_Material shown_
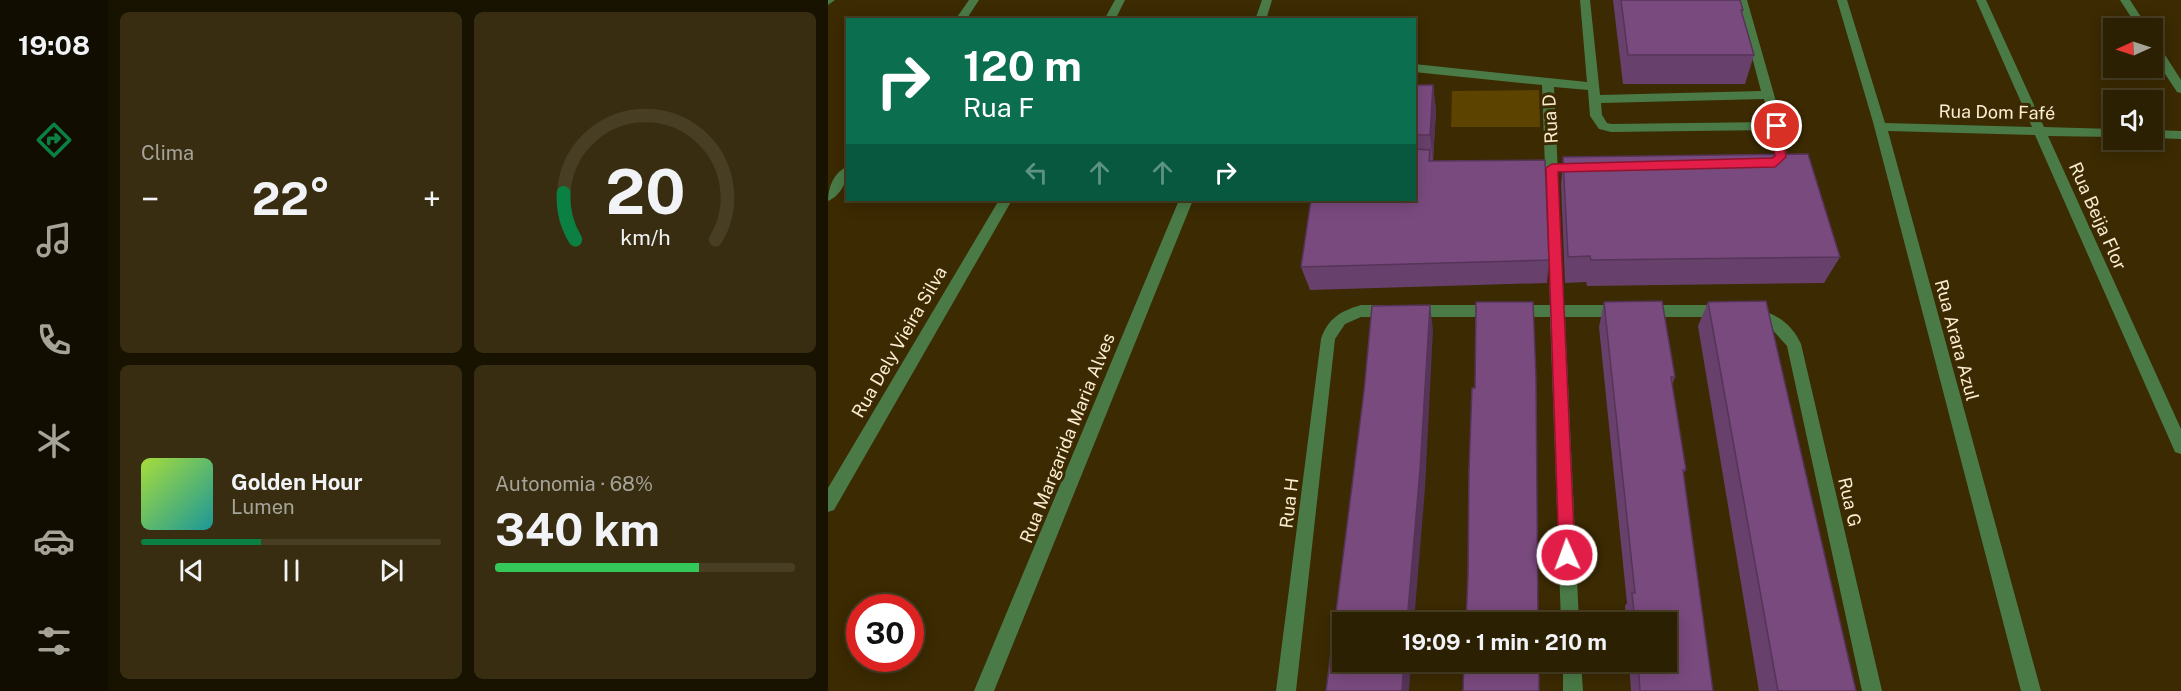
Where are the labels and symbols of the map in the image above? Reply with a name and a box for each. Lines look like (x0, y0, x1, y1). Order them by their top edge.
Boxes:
north arrow (2103, 18, 2163, 78)
street label: Rua D (1538, 94, 1562, 144)
pin (1751, 100, 1802, 151)
street label: Rua Dom Fafé (1938, 100, 2056, 124)
street label: Rua Beija Flor (2065, 159, 2131, 273)
street label: Rua Dely Vieira Silva (847, 263, 951, 421)
street label: Rua Arara Azul (1931, 277, 1983, 403)
street label: Rua Margarida Maria Alves (1015, 330, 1119, 546)
street label: Rua G (1834, 475, 1866, 529)
street label: Rua H (1275, 477, 1303, 529)
position arrow (1535, 523, 1599, 587)
speed limit sign: 30 (846, 594, 924, 672)

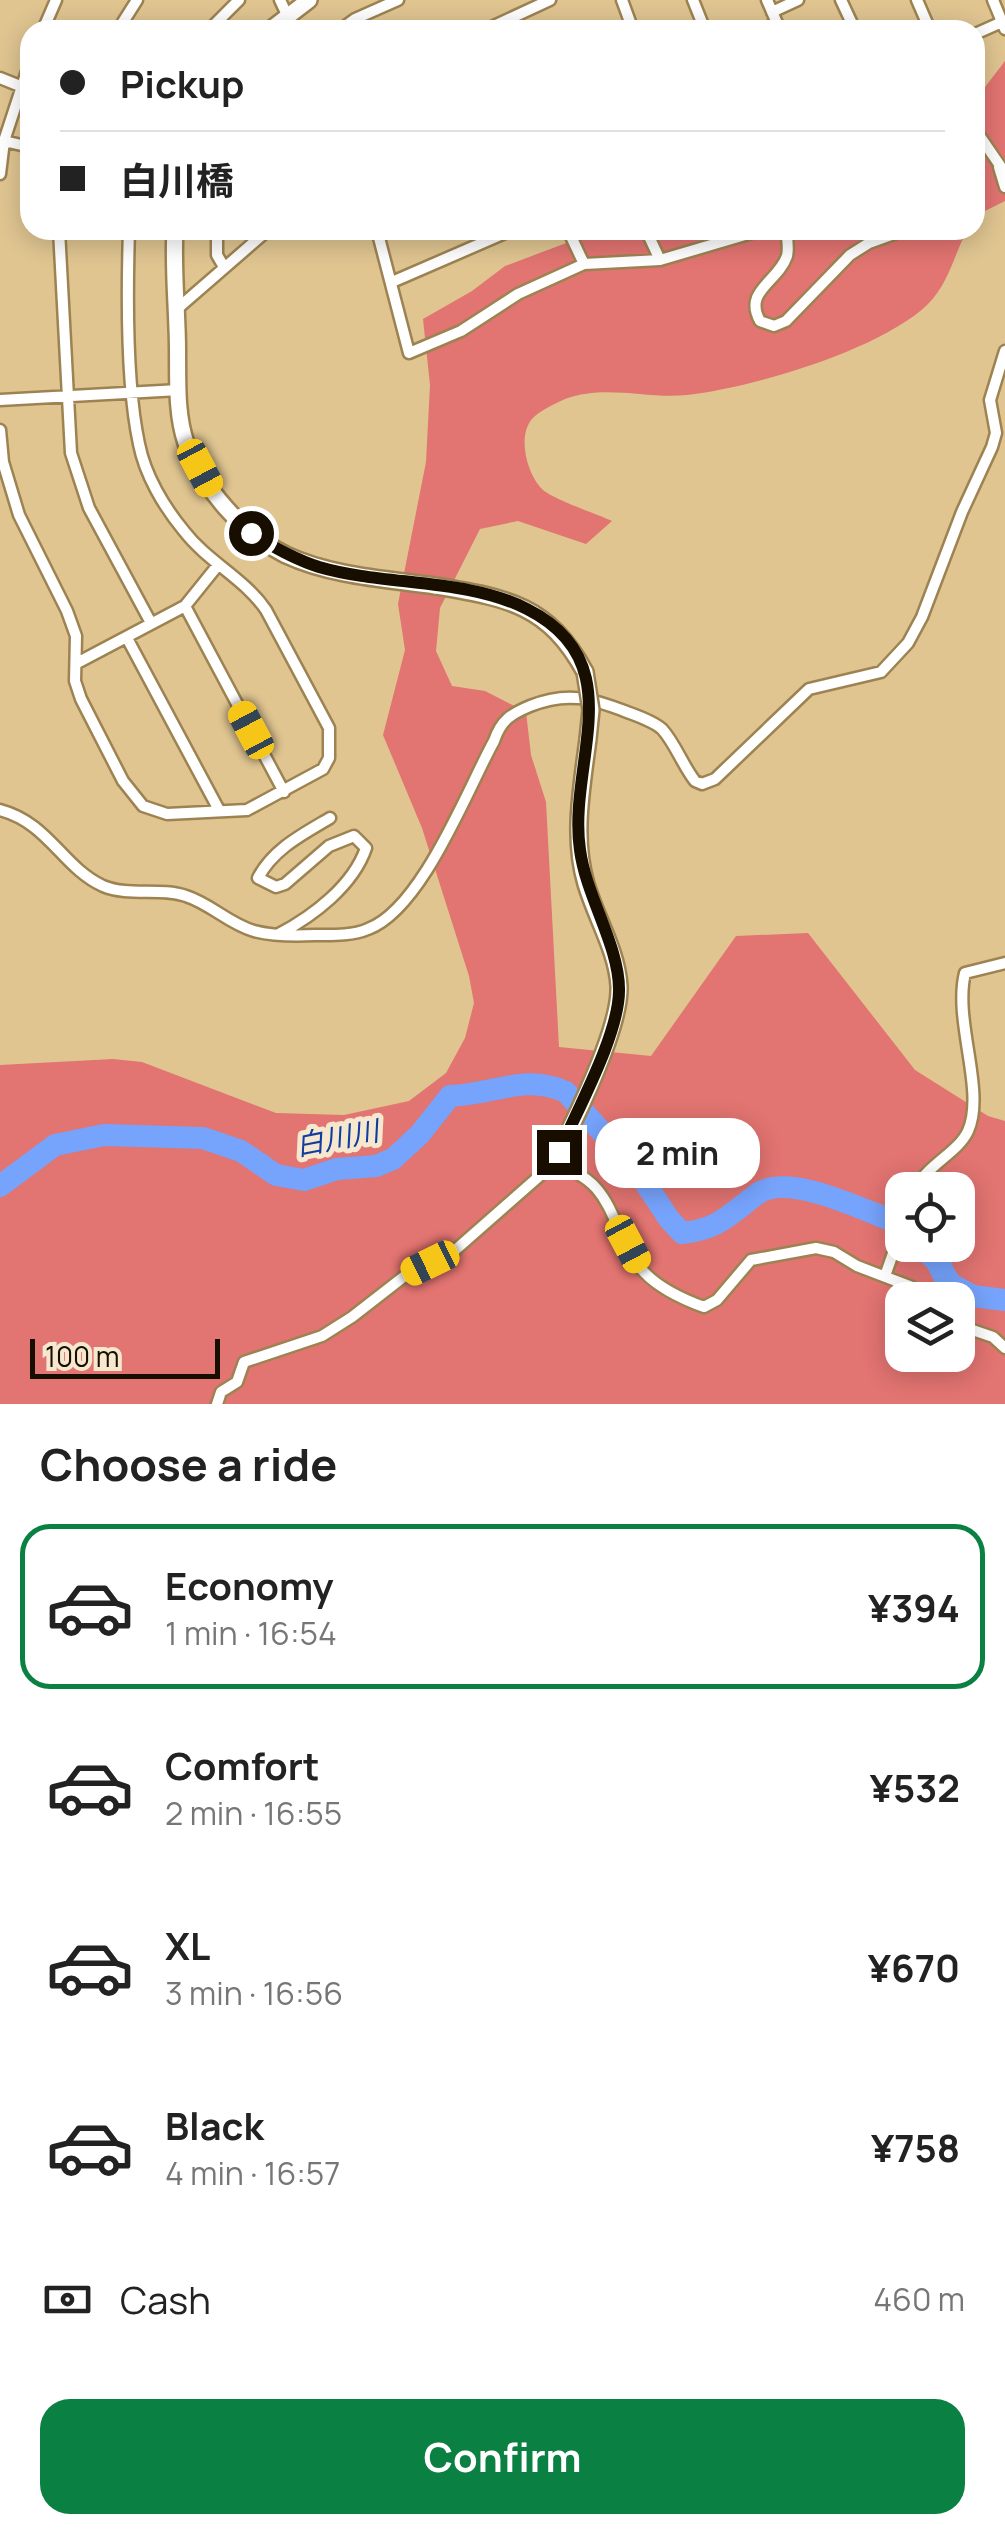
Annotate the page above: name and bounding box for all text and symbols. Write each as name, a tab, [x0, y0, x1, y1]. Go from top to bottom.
text: Pickup	[120, 57, 244, 109]
text: 白川橋	[120, 154, 234, 206]
car	[173, 434, 227, 502]
route start	[229, 511, 274, 556]
car	[224, 696, 278, 764]
water label: 白川川	[292, 1110, 385, 1164]
callout: 2 min	[594, 1117, 759, 1187]
route end	[537, 1130, 582, 1175]
text: 2 min	[636, 1131, 719, 1175]
map controls	[885, 1172, 975, 1372]
button: locate	[885, 1172, 975, 1262]
car	[601, 1210, 655, 1278]
car	[396, 1236, 464, 1290]
button: layers	[885, 1282, 975, 1372]
scale bar	[30, 1334, 220, 1378]
text: 100 m	[45, 1337, 119, 1375]
text: Choose a ride	[40, 1433, 337, 1495]
text: Economy	[165, 1559, 334, 1611]
icon: car	[45, 1562, 135, 1652]
text: ¥394	[868, 1581, 960, 1633]
text: 1 min · 16:54	[165, 1611, 337, 1655]
text: Comfort	[165, 1739, 319, 1791]
icon: car	[45, 1742, 135, 1832]
text: ¥532	[870, 1761, 960, 1813]
text: 2 min · 16:55	[165, 1791, 342, 1835]
text: XL	[165, 1919, 210, 1971]
icon: car	[45, 1922, 135, 2012]
text: ¥670	[868, 1941, 960, 1993]
text: 3 min · 16:56	[165, 1971, 343, 2015]
text: Black	[165, 2099, 264, 2151]
icon: car	[45, 2102, 135, 2192]
text: ¥758	[871, 2121, 960, 2173]
text: 4 min · 16:57	[165, 2151, 340, 2195]
icon: cash	[40, 2272, 95, 2327]
text: Cash	[120, 2273, 211, 2325]
text: 460 m	[873, 2277, 965, 2321]
button: Confirm	[40, 2399, 965, 2514]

_Task statement_
Transcribe the listing word for word, but keep its pictures out of the copy.

_Your response_
Where are the labels and symbols of the map in the image above? Reply with a name and a box for each. Lines look like (x0, y0, x1, y1). Order them by their top edge.
Boxes:
north arrow (2103, 18, 2163, 78)
street label: Rua D (1538, 94, 1562, 144)
pin (1751, 100, 1802, 151)
street label: Rua Dom Fafé (1938, 100, 2056, 124)
street label: Rua Beija Flor (2065, 159, 2131, 273)
street label: Rua Dely Vieira Silva (847, 263, 951, 421)
street label: Rua Arara Azul (1931, 277, 1983, 403)
street label: Rua Margarida Maria Alves (1015, 330, 1119, 546)
street label: Rua G (1834, 475, 1866, 529)
street label: Rua H (1275, 477, 1303, 529)
position arrow (1535, 523, 1599, 587)
speed limit sign: 30 (846, 594, 924, 672)

Annotate the page above: name and bounding box for all text and symbols. Write each as name, a tab, [x0, y0, x1, y1]. Go from top to bottom.
text: Pickup	[120, 57, 244, 109]
text: 白川橋	[120, 154, 234, 206]
car	[173, 434, 227, 502]
route start	[229, 511, 274, 556]
car	[224, 696, 278, 764]
water label: 白川川	[292, 1110, 385, 1164]
callout: 2 min	[594, 1117, 759, 1187]
route end	[537, 1130, 582, 1175]
text: 2 min	[636, 1131, 719, 1175]
map controls	[885, 1172, 975, 1372]
button: locate	[885, 1172, 975, 1262]
car	[601, 1210, 655, 1278]
car	[396, 1236, 464, 1290]
button: layers	[885, 1282, 975, 1372]
scale bar	[30, 1334, 220, 1378]
text: 100 m	[45, 1337, 119, 1375]
text: Choose a ride	[40, 1433, 337, 1495]
text: Economy	[165, 1559, 334, 1611]
icon: car	[45, 1562, 135, 1652]
text: ¥394	[868, 1581, 960, 1633]
text: 1 min · 16:54	[165, 1611, 337, 1655]
text: Comfort	[165, 1739, 319, 1791]
icon: car	[45, 1742, 135, 1832]
text: ¥532	[870, 1761, 960, 1813]
text: 2 min · 16:55	[165, 1791, 342, 1835]
text: XL	[165, 1919, 210, 1971]
icon: car	[45, 1922, 135, 2012]
text: ¥670	[868, 1941, 960, 1993]
text: 3 min · 16:56	[165, 1971, 343, 2015]
text: Black	[165, 2099, 264, 2151]
icon: car	[45, 2102, 135, 2192]
text: ¥758	[871, 2121, 960, 2173]
text: 4 min · 16:57	[165, 2151, 340, 2195]
icon: cash	[40, 2272, 95, 2327]
text: Cash	[120, 2273, 211, 2325]
text: 460 m	[873, 2277, 965, 2321]
button: Confirm	[40, 2399, 965, 2514]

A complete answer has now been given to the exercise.